Assignment >> For the word "overflow", state how many lines of the records include it, with no other text.

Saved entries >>
══════

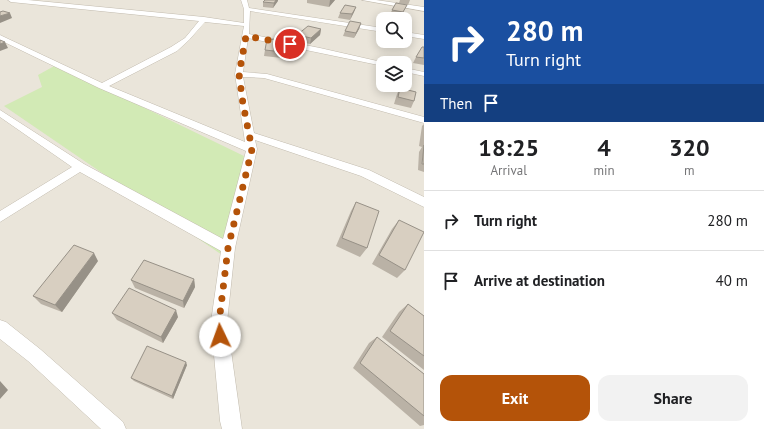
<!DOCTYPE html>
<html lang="en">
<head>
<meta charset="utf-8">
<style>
	body { margin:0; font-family:"PT Sans",sans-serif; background:#f2f2f2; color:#202124; height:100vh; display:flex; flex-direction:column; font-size:15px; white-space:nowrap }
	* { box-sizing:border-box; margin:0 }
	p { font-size:13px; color:#757577 }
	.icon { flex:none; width:22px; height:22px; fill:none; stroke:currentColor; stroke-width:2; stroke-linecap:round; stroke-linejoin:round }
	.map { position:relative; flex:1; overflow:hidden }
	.sheet { display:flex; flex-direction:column; background:#fff; width:340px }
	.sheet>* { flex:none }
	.hud { background:#1a4fa0; color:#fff; overflow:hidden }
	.controls { position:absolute; left:376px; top:12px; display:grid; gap:8px }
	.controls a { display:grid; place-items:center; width:36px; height:36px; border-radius:8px; background:#fff; box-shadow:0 2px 10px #0003; font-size:20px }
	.pin { position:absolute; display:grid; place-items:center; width:34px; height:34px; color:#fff; margin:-17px; border:2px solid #fff; border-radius:50%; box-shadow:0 1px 4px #0007 }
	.me { position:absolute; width:44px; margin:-22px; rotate:357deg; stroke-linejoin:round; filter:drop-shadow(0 0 3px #0008) }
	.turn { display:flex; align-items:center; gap:14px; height:84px; padding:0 16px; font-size:18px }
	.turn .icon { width:52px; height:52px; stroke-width:2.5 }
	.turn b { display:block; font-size:28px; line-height:34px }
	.then { display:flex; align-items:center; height:38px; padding:0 16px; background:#0003; gap:8px; font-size:15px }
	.eta { display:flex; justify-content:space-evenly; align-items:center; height:68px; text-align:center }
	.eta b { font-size:24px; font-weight:700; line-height:28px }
	.button { display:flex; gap:8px; margin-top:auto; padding:8px 16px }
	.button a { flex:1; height:46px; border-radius:12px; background:#b45309; color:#fff; font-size:16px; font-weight:700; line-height:46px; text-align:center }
	.button a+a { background:#f2f2f2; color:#202124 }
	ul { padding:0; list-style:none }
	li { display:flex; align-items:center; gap:12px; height:60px; padding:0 16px; border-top:1px solid #e0e0e0 }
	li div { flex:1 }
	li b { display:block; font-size:15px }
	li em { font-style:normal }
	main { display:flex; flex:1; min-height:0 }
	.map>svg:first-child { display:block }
</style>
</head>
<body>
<main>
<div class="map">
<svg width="424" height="429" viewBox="0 0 424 429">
	<rect width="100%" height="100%" fill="#f6f3ec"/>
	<path fill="#eae5da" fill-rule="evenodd" d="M0 0H424V429H0ZM383 19H405V41H383ZM383 63H405V85H383Z"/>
	<path fill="#d2eab5" d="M56 65 244 156 228 259 4 106 42 87 38 75Z"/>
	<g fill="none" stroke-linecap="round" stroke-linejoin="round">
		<defs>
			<path id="minor" d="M8 0H28L204 17 244 23V9L241 0H247L249 8 383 28V32L250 11 249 34 320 48 386 63H383V66L248 38 243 72 267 74 424 117V123L264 78 243 77 254 133 369 170 424 197V207L361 176 255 140 257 149 235 248 227 322 242 429H222L220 421 211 322 221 251 80 172 0 222V211L72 167 0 117V110L84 164 223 239 246 151 99 88 0 40V35L2 36 102 83 171 47 185 38 199 21 11 2ZM205 22 244 26 235 74 245 142 109 86 177 51 189 40Z
				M362 0H376L424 7V11Z
				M405 32 424 35V39L405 36Z
				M405 68 424 72V76L405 72Z
				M0 320 6 322 40 349 123 422 126 429H101L28 361 0 339Z"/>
		</defs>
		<use href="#minor" stroke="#c2bbae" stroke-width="1"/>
		<use href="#minor" fill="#fff" fill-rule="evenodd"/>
	</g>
	<path fill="#bab2a6" d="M265 0H278L273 8 263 7V2Z
		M307 0H335L329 7 307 3Z
		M400 0H410L408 5 399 3Z
		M356 7 354 12 350 20 338 18 340 13Z
		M392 10H404L401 17 390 15Z
		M361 23 359 29 354 38 343 36 345 31Z
		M321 29 320 35 310 44 296 41 297 35Z
		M285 40 282 58 264 56 265 50Z
		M424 47V65L413 63 416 57Z
		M400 88 414 101 411 108 394 104 397 94Z
		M424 124V172L418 170 419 152 422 147 419 146 422 126Z
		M356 202 367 248 360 257 336 246 351 211Z
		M399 220 405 270 397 278 372 264 392 229Z
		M98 261 62 312 41 304 33 296Z
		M194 279 195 287 184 308 135 288 131 280Z
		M408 304 424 316V370L382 337 399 312Z
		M112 313 178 317 163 343 117 320Z
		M377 337 424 374V425L420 426 353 368 369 343Z
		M187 365 173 399 134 381 131 378Z"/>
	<path fill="#979187" d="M276 0H278V1L273 8 274 3Z
		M330 0H335L329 7Z
		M356 7 354 12 350 20 352 14Z
		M10 13 12 18 0 23V16Z
		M361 23 359 29 354 38 356 33Z
		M321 29 320 35 310 44 311 38Z
		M5 42 8 48 0 51V44Z
		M94 253 98 261 62 312 55 305Z
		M194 279 195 287 184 308 183 301Z
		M176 310 178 317 163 343 161 337Z
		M186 362 187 365 173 399 172 396Z
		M0 381 8 390 0 399Z"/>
	<path fill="#d8cfc1" stroke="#979187" d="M265 0H276L274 3 263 2Z
		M396 3 407 5 403 12 392 10Z
		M345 5 356 7 352 14 340 13Z
		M3 11 10 13 0 16V12Z
		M350 21 361 23 356 33 345 31Z
		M308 26 321 29 311 38 297 35Z
		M267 39 285 40 283 52 265 50Z
		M0 40 5 42 0 44Z
		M422 47H424V58L416 57Z
		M400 88 416 92 414 101 398 97Z
		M424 145V164H422Z
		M356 202 379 211 367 248 342 238Z
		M399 220 424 232 405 270 379 255Z
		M74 245 94 253 55 305 33 296Z
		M144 260 194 279 183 301 131 280Z
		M129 288 176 310 161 337 112 313Z
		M408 304 424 316V356L390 331Z
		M377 337 424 374V416L360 363Z
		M147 346 186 362 172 396 131 378Z"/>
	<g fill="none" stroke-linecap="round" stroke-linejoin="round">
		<path stroke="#b45309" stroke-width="7" stroke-dasharray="0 12.6" d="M220 336 219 322 228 248 252 149 243 104 239 74 246 36 290 44"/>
	</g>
</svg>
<div class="controls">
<a><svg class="icon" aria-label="search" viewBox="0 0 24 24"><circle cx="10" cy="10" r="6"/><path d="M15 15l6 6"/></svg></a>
<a><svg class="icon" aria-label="layers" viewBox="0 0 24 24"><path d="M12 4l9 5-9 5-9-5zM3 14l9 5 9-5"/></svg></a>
</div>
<div class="pin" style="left:290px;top:44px;background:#d93025"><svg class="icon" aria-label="arrive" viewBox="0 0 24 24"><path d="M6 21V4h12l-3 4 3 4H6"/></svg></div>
<svg class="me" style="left:220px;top:336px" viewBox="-20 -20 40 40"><circle r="19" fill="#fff"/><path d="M0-13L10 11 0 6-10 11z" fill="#b45309"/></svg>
</div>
<section class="sheet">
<div class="hud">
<div class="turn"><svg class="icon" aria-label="right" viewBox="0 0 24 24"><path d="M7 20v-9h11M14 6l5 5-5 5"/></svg><div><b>280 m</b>Turn right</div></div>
<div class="then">Then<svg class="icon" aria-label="arrive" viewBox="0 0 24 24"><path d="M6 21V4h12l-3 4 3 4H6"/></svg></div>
</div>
<div class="eta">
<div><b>18:25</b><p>Arrival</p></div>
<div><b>4</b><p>min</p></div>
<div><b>320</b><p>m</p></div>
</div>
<ul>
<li><svg class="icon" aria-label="right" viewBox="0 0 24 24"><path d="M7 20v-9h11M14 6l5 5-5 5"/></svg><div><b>Turn right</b></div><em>280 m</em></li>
<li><svg class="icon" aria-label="arrive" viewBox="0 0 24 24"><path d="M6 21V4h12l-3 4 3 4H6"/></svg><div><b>Arrive at destination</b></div><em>40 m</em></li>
</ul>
<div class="button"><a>Exit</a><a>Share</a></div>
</section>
</main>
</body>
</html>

══════

Result of the exercise >> 2